Roundabouts are increasingly recognized as an intersection control strategy that can fulfill multiple performance goals related to traffic operation and safety, and meet societal goals related to sustainability, livability, complete streets, context sensitive design, economic development, and others. Some transportation agencies have recently constructed or approved the use of a series of roundabouts on an arterial rather than the traditional solution of coordinated signalized intersections. While there are anecdotal reports suggesting that functionally interdependent roundabouts on a corridor are successful in meeting performance goals, little research has been conducted to determine objectively the efficacy of this alternative as compared to signalized intersections. The performance of traffic signal systems on arterials is well researched and documented, and methods to predict their performance are well established. Performance measures for isolated roundabouts exist and safety research has consistently shown that signalized intersections have higher injury crash rates when compared to roundabouts. In contrast, qualitative and quantitative information on the performance of a set of functionally interdependent roundabouts on arterials is lacking.

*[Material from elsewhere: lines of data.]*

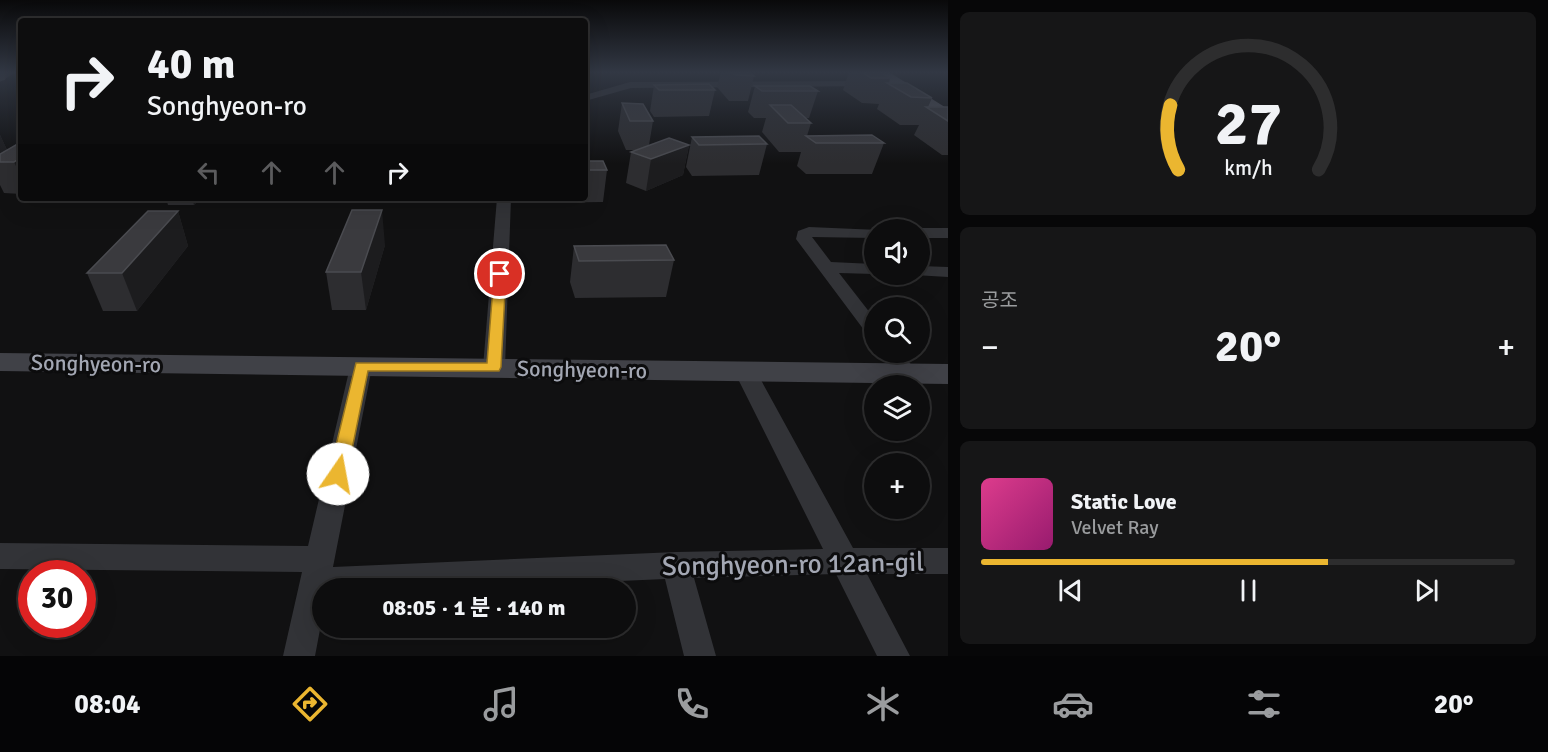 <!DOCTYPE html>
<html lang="ko">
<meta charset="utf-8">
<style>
:root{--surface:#0d0d0e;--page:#161617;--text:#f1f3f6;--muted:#9a9c9e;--line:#2d2d2e;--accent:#ebb630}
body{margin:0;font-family:Signika,"Noto Sans KR",sans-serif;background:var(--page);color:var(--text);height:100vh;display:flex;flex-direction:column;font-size:22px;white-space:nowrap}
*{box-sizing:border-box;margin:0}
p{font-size:20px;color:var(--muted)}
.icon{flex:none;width:33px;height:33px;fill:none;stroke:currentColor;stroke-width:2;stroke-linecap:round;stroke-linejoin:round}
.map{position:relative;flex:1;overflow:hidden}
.drawer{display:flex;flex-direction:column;gap:12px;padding:12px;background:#070708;width:600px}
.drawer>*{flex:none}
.top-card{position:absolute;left:18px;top:18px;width:570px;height:183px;border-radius:6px;box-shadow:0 6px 24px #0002,0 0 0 2px var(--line);background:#0d0d0e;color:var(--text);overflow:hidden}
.buttons{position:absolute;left:864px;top:219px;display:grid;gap:12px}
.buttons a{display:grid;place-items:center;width:66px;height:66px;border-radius:50%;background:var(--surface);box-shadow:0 6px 24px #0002,0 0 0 2px var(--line);font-size:30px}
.speed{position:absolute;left:18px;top:560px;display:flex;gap:12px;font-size:30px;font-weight:700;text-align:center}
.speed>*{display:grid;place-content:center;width:78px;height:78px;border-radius:50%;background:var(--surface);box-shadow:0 6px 24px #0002,0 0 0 2px var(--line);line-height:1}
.speed .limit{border:9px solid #d22;background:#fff;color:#111}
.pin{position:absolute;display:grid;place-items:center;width:51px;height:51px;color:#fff;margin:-26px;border:3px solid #fff;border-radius:50%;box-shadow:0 2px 6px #0007}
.me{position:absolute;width:66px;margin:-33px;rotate:12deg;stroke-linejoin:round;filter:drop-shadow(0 0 4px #0008)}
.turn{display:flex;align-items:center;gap:21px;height:126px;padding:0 30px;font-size:27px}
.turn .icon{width:78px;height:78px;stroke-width:2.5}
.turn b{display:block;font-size:42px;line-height:51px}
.lanes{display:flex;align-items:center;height:57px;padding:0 30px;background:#0003;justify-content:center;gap:30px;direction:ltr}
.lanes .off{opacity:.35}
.big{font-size:45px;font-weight:700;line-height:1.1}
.drawer .tile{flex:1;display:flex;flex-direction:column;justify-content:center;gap:9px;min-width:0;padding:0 21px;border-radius:9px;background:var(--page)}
.drawer .dial{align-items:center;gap:0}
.dial svg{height:156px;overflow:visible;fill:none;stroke:var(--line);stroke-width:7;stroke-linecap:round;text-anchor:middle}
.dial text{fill:var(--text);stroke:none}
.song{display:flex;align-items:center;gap:18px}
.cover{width:72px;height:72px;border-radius:9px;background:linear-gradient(135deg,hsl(330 70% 55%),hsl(320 70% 35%))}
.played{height:6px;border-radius:3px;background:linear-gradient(90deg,var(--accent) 65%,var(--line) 65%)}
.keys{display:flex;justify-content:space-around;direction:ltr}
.heat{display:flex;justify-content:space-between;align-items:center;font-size:33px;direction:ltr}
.trip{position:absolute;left:312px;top:578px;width:324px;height:60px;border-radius:30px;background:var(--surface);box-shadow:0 6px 24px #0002,0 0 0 2px var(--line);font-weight:700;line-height:60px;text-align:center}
.dock{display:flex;height:96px;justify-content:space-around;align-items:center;background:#050506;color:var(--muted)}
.dock .icon{width:42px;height:42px}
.dock .active{color:var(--accent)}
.dock b{font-size:27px;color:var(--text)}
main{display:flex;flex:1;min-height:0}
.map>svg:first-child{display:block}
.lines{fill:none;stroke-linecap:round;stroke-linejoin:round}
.street{fill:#323337;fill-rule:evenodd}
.secondary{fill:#404147;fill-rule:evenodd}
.primary{fill:#4e4f56;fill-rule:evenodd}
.wall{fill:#2d2d30}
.shaded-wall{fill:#1c1c1e}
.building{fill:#3a3a3e;stroke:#4a4b50;stroke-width:1.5}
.route{fill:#ebb630;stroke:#99761f;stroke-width:1.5}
.labels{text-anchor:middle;stroke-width:6;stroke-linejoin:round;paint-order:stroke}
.street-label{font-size:22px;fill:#a3a7b3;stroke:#0c0c0d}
.near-street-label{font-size:27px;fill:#a3a7b3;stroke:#0c0c0d}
</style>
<main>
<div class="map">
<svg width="948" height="656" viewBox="0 0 948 656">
<rect width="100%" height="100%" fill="#111112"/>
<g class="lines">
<g class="street">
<polygon points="5,72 16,72 0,82 0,75"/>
<polygon points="871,81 874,82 874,86 631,88 585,101 585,95 630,82"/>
<polygon points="497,198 511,198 505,367 501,372 494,374 487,372 483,367"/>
<polygon points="809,227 879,230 874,230 874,238 812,237 831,262 874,264 874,274 839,273 874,318 874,336 867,334 796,239 798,231"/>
<polygon points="920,228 948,228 948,238 920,238 920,230 915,230"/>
<polygon points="920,266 948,267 948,277 914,275 920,274"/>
<polygon points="881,352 902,352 917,373 914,378 906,380 898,378"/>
<polygon points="361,360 368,362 372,367 333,567 676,552 823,549 734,371 737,366 745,364 753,366 756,371 853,548 948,548 948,574 867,574 910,656 877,656 836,574 694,578 716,656 684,656 665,579 466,588 322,588 322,619 315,656 283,656 302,572 0,569 0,543 308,546 350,367 354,362"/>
</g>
<g class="secondary">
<polygon points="0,72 8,72 5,80 0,81"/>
<polygon points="0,353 948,364 948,384 0,371"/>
</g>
<polygon class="primary" points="872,72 889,72 948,109 948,121 942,120"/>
</g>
<g class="wall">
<polygon points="721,72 750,72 754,76 748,101 729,101 717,87"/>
<polygon points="849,72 880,72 890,78 889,83 932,98 928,107 948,107 948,155 942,155 914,135 919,125 900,125 877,109 879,104 862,103 843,90"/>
<polygon points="654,85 715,90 709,116 654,117 650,111"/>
<polygon points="755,86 818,91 809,118 805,118 811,123 807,136 884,143 872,174 806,174 797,166 801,152 779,152 762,132 766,118 754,118 748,112"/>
<polygon points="622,103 653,121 649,145 689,145 683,175 646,191 626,183 631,152 635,150 626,150 618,131"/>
<polygon points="0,135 7,150 21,141 21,194 4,193 0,185"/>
<polygon points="692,137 767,144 759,175 692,176 686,167"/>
<polygon points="585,161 607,170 603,202 531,203 530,198 585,198"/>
<polygon points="166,198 201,198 194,205 168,205"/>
<polygon points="178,211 188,246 137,311 103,311 87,273"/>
<polygon points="385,245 366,310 332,310 326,272"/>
<polygon points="574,246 674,260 666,297 575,298 570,282"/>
</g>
<g class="shaded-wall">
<polygon points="0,135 9,154 0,160"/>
<polygon points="689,145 683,175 646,191 651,159"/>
<polygon points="21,157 21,176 14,162"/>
<polygon points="192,198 201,198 194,205"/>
<polygon points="382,210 385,245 366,310 361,272"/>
<polygon points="178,211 188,246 137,311 122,273"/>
</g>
<g class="building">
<polygon points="732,72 750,72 754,76 735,75"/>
<polygon points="862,72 880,72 890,78 871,78"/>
<polygon points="887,83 907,83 932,98 911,97"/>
<polygon points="709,84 715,90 659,90 654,85"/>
<polygon points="755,86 810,86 818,91 762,91"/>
<polygon points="622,103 643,104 653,121 630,121"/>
<polygon points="770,105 791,105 811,123 788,123"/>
<polygon points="926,107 948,107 948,121"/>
<polygon points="872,135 884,143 816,143 806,136"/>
<polygon points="759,136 767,144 699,145 692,137"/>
<polygon points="669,138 689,145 651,159 631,152"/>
<polygon points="21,142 21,157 14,162 0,162 0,154"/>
<polygon points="585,161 603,161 607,170 585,170"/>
<polygon points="352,210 382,210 361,272 326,272"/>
<polygon points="148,211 178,211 122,273 87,273"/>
<polygon points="666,245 674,260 579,261 574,246"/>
</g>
<linearGradient id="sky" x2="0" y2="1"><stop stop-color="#09090a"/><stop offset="0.44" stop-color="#323844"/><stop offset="1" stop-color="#323844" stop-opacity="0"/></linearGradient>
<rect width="948" height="164" fill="url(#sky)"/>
<polygon class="route" points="500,270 506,274 501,367 499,371 368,371 347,474 345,479 338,481 332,479 329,474 356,363 487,363 494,274"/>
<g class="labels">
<g class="street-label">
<text transform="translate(96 363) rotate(1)" y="8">Songhyeon-ro</text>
<text transform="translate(582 369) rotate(1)" y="8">Songhyeon-ro</text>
</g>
<g class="near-street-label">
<text transform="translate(793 564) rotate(-1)" y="9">Songhyeon-ro 12an-gil</text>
</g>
</g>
</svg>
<div class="buttons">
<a><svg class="icon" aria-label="sound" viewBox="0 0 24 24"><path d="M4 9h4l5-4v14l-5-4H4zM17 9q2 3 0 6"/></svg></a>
<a><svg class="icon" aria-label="search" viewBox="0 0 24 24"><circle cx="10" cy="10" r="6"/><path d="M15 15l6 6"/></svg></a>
<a><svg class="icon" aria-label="layers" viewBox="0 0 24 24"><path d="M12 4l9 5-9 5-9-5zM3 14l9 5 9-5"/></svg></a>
<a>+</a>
</div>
<div class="speed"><div class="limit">30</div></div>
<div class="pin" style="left:500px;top:274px;background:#d93025"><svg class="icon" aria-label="arrive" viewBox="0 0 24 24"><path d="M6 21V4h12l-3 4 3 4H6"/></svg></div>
<svg class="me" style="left:338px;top:474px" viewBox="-20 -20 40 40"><circle r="19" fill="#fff"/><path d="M0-13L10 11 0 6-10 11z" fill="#ebb630"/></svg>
<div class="trip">08:05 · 1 분 · 140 m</div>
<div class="top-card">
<div class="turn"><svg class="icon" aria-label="right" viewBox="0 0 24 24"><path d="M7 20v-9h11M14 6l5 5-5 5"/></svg><div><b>40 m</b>Songhyeon-ro</div></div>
<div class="lanes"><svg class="icon off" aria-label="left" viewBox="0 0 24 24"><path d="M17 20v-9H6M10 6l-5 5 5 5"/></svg><svg class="icon off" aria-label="ahead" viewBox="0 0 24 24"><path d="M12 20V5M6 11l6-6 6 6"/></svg><svg class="icon off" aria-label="ahead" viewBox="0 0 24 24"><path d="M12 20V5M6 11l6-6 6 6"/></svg><svg class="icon" aria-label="right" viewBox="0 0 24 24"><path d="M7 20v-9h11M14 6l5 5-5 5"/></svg></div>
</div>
</div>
<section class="drawer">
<div class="tile dial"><svg viewBox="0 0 100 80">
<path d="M14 69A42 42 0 1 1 86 69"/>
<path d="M14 69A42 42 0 0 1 10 36" stroke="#ebb630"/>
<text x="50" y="56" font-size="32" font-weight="700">27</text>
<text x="50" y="72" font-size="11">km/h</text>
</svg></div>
<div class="tile"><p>공조</p>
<div class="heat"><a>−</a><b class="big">20°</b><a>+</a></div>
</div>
<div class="tile">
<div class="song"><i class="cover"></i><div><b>Static Love</b><p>Velvet Ray</p></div></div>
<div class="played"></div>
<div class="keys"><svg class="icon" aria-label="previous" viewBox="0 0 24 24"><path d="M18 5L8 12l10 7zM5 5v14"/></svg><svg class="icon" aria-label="pause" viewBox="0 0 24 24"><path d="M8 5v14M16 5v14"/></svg><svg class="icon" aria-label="next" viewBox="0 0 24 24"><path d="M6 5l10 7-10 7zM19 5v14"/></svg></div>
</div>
</section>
</main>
<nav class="dock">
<b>08:04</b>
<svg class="icon active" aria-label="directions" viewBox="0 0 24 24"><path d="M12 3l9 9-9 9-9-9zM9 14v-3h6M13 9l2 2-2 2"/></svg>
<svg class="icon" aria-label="music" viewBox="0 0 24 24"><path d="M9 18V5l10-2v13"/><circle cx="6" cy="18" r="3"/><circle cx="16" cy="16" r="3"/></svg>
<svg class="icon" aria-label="phone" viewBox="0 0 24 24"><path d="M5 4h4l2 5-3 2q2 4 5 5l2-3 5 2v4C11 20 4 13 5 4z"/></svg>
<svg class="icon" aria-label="climate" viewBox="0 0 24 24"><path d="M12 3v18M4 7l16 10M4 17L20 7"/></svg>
<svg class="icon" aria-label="car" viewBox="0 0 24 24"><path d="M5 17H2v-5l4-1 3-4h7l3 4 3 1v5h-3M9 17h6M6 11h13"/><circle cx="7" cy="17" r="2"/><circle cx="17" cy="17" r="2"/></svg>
<svg class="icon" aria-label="filters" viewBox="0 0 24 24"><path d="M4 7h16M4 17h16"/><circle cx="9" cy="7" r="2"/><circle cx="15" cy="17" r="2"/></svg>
<b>20°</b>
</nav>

The objective of this research was to provide traffic engineers, transportation planners, and other practitioners with performance measurement and evaluation methods to evaluate comprehensively the performance of functionally interdependent roundabouts on arterials, thus enabling a comparison with signalized intersections, in order to arrive at a design solution. For purposes of this research, a "series of roundabouts" includes at least three roundabouts that function interdependently on an arterial.
STATUS: The research is complete and the revised final report has been accepted. It will be published in the NCHRP series.